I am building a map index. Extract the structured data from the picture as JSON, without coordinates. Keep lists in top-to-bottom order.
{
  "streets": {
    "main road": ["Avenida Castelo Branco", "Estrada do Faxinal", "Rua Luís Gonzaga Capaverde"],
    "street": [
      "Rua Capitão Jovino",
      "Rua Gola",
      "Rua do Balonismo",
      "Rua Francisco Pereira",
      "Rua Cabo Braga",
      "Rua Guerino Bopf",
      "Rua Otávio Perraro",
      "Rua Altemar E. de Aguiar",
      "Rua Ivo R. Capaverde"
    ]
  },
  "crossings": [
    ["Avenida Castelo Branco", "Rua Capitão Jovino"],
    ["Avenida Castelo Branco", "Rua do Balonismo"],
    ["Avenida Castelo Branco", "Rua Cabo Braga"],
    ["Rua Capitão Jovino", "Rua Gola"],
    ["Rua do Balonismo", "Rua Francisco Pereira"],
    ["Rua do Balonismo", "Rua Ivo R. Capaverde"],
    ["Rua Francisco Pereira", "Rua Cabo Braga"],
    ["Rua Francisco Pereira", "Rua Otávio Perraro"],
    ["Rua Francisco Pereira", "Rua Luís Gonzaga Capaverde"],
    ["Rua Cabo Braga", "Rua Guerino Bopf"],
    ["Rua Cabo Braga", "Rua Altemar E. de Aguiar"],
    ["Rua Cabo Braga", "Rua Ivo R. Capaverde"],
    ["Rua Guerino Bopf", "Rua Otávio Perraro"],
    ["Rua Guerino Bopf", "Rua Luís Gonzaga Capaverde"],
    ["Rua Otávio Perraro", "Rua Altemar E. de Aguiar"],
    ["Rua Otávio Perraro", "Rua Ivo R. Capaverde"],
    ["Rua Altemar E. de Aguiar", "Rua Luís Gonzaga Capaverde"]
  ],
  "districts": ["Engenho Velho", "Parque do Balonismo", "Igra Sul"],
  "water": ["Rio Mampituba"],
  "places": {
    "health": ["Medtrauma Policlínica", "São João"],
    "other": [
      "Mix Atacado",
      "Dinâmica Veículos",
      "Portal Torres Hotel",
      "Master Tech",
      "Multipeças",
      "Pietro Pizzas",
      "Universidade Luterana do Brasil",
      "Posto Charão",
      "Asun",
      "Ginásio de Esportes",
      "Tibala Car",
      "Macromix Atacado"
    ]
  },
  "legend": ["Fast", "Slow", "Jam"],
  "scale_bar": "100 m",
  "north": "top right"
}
^^^^
• _Problem description_: If the string "Jovino" is in a line of the entries, pick that line out.

• _Result_:
      "Rua Capitão Jovino",
    ["Avenida Castelo Branco", "Rua Capitão Jovino"],
    ["Rua Capitão Jovino", "Rua Gola"],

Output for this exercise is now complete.